• [PROBLEM STATEMENT]:
A verbatim copy of all the data is required; the pictures should not appear in it.

═══ RECORDS TO USE

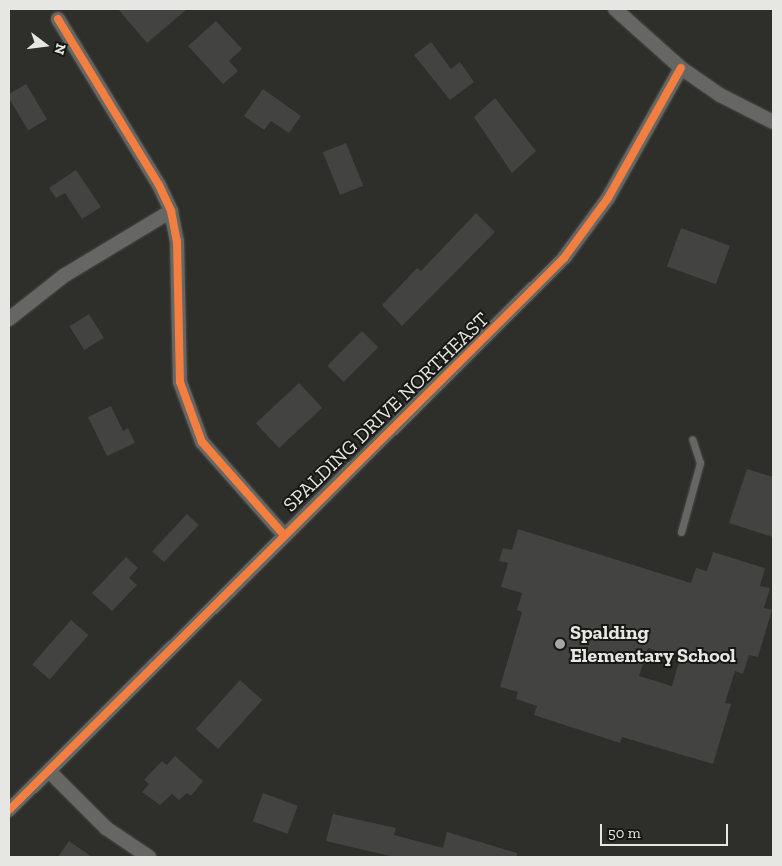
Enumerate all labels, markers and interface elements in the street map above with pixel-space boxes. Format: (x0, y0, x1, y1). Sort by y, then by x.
north arrow (20, 20, 70, 70)
text: N (50, 42, 70, 56)
street label: SPALDING DRIVE NORTHEAST (278, 307, 494, 517)
place label: Spalding Elementary School (570, 621, 736, 668)
marker: Spalding Elementary School (554, 638, 566, 650)
scale bar (602, 814, 730, 846)
text: 50 m (608, 824, 641, 842)

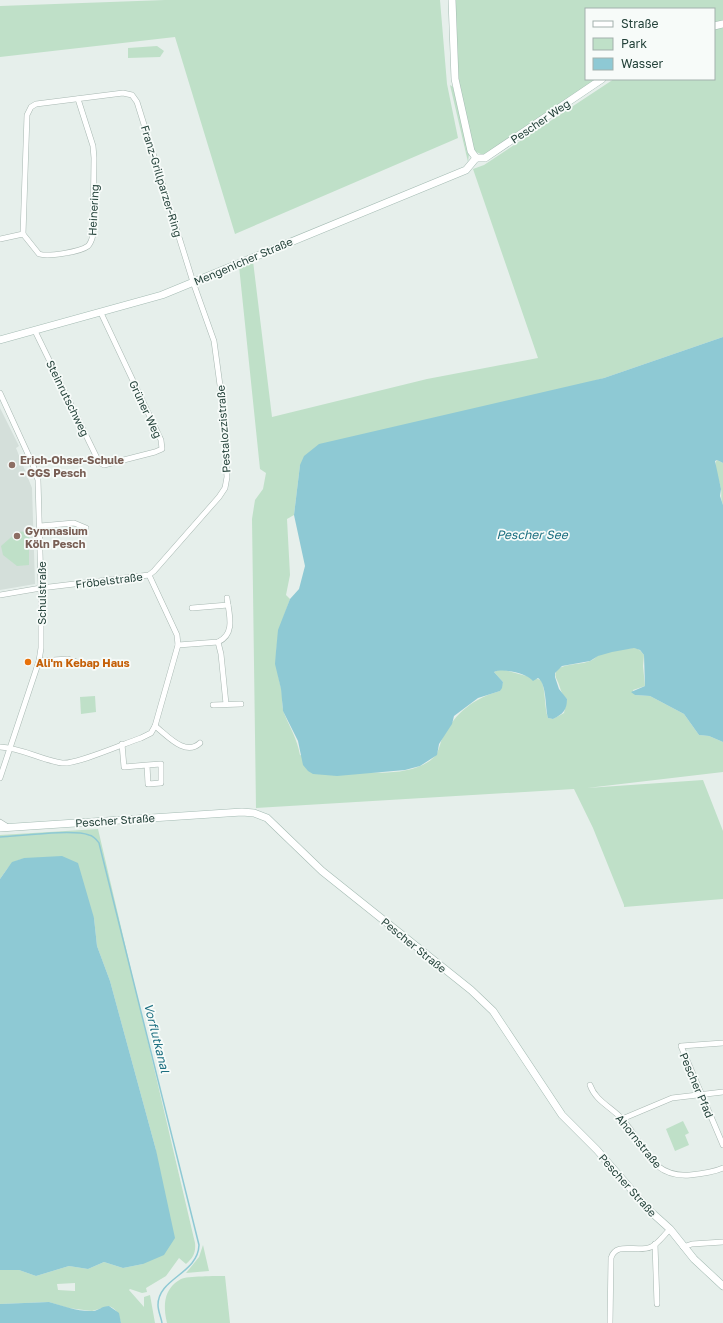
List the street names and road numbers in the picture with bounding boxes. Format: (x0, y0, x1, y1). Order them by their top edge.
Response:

══════

• [RESPONSE BOX]:
Enumerate all labels, markers and interface elements in the street map above with pixel-space boxes. Format: (x0, y0, x1, y1). Sort by y, then by x.
north arrow (20, 20, 70, 70)
text: N (50, 42, 70, 56)
street label: SPALDING DRIVE NORTHEAST (278, 307, 494, 517)
place label: Spalding Elementary School (570, 621, 736, 668)
marker: Spalding Elementary School (554, 638, 566, 650)
scale bar (602, 814, 730, 846)
text: 50 m (608, 824, 641, 842)

List the street names and road numbers in the picture with bounding boxes. Format: (x0, y0, x1, y1). Order them by their top edge.
Response:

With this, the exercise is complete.